Yes, times have changed for the '41-59 OHV builder without all OEM parts that used to be available (the only years and models I can have an opinion about). A lathe comes in handy for front axle modifications. A Foredom die grinder (with a separate cable fed motor) is good to have.... and a qualified Harley mechanic who has a complete machine shop behind him helps.
I built a rolling Panhead chassis from a V-Twin frame, with front and back brakes that work, and only used a file and a 7" grinder and die grinder and made it all fit. Some parts like the handlebars are as good as n.o.s. Harley. Parts like with the Glide front brake cover were the biggest challenge and the fork slider leak was hard to figure out, but I had some direction from Mbskeam; and with the crossover shaft reaming, another Mbskeam
idea where he took an socket extension and made a collar out of fiberglass tape that worked like a pilot.

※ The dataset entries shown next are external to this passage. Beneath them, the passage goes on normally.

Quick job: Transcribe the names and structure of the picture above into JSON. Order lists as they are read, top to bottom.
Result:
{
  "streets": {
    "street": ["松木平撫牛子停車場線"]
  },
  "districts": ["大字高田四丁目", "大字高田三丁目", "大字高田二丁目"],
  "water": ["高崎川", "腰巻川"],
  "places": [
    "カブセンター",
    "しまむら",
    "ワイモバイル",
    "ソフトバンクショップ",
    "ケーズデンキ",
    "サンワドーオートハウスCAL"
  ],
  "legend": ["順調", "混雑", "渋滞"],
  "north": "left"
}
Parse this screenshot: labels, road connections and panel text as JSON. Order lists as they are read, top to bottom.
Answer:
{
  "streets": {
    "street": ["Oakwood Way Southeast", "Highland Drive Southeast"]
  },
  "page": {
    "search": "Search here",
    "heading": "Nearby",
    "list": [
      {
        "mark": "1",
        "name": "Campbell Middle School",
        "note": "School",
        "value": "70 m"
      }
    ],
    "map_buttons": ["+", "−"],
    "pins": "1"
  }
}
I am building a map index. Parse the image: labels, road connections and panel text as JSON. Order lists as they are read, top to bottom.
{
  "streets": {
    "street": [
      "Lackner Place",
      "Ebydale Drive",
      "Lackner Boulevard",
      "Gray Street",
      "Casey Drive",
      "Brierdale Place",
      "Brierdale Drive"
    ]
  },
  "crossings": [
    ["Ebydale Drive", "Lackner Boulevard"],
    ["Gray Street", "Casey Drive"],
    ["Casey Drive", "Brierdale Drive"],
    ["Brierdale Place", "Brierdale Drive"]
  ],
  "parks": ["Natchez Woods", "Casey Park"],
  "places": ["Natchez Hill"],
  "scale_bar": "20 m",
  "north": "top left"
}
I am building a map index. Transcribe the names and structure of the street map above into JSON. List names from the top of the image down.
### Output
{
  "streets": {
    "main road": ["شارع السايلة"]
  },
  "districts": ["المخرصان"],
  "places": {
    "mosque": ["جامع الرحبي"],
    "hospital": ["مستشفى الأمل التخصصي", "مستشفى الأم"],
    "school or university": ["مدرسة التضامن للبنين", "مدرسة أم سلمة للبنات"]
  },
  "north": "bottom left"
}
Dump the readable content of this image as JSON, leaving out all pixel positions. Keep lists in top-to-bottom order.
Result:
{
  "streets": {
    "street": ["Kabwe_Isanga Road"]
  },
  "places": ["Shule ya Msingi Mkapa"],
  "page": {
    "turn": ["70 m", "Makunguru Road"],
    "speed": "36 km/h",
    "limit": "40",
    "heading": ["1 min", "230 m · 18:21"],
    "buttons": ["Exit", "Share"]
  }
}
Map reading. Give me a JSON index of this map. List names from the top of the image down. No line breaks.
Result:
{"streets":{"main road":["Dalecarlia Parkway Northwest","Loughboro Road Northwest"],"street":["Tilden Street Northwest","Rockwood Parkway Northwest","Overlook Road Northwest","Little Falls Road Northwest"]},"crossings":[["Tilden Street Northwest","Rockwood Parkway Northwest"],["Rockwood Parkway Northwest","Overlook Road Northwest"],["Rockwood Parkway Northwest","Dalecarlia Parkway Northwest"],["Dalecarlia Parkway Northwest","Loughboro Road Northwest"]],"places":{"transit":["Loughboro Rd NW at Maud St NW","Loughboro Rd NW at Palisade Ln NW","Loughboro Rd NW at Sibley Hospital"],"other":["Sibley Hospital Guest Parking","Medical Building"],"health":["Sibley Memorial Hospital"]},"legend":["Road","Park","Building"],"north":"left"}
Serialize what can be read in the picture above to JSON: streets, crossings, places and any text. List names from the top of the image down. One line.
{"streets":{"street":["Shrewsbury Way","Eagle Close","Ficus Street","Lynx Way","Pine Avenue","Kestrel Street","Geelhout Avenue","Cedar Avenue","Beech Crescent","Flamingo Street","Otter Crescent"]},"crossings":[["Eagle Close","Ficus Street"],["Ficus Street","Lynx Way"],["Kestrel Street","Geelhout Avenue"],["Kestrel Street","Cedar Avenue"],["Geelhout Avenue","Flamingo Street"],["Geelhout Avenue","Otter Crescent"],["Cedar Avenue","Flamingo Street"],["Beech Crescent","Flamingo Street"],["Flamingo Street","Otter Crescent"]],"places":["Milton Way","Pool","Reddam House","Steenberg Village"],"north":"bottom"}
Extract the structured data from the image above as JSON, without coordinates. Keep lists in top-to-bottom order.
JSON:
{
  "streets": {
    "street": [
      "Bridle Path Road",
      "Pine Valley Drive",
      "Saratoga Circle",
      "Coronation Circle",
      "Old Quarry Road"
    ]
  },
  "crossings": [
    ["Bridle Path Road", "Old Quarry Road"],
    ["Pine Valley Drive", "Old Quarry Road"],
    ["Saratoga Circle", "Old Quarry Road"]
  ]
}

But you know, now that I've built one rolling chassis, I could build more and know what to look for immediately.
The frame problems stopped me cold three times. If Don @Corbin hadn't tweaked mine into shape, I'd have been done-in on the project, because we wouldn't have been able to advise a repair. But, I think now all the bad rigid Pan frames are past history. Mine was from '97.
My only regret is that we didn't get to buy a V-Twin replica Knuckle motor and strip it down to the flywheels.
As soon as I can get out to re-paint my frame and fenders, I'm rolling again.
People like the sound of a mufflered Harley. They can speak and be heard as it's idling, and you're not a threat - all which makes a great end to the conversation - Sitting astride
the machine, kick it through once*. Say your good-byes, turn open the tank shut off, retard the timer, find the compression stroke, turn the switch ON, and kick-it through completely. It's nice when it starts into a steady lope and speeds up a tiny bit when you pull the timer to full advanced.
It's a rigid Pan or a Knuckle and there is no other comparison. Coolest motorcycles on the planet.
Why the mfgrs. don't make at least every part on Knuckle and Pan to OEM perfection is a question for the scholars. The reasons are manifold, so we deal with the facts and how to adapt.
* This motor was warm, so one prime kick (w/ a Linkert). If the motor doesn't start or mis-fires, you can still hold their rapt attention, if you just leave the key ON, and still standing astride the motorcycle, find the compression stroke again, even if it misfires again while doing so (it will never "kick-back" like a BSA, B-33). And, the amazing part of this polished, fast moving ritual-to-an-onlooker, is that with seeming little effort or "jumping" up and down you've started this huge motor while almost "sitting" down, by about your third steady kick through. So guaranteed to work on a 61 or 74" motor, that you can still talk to them as your kicking it through. It always starts and you've never touched the ignition switch. Awesome is what you'll leave behind.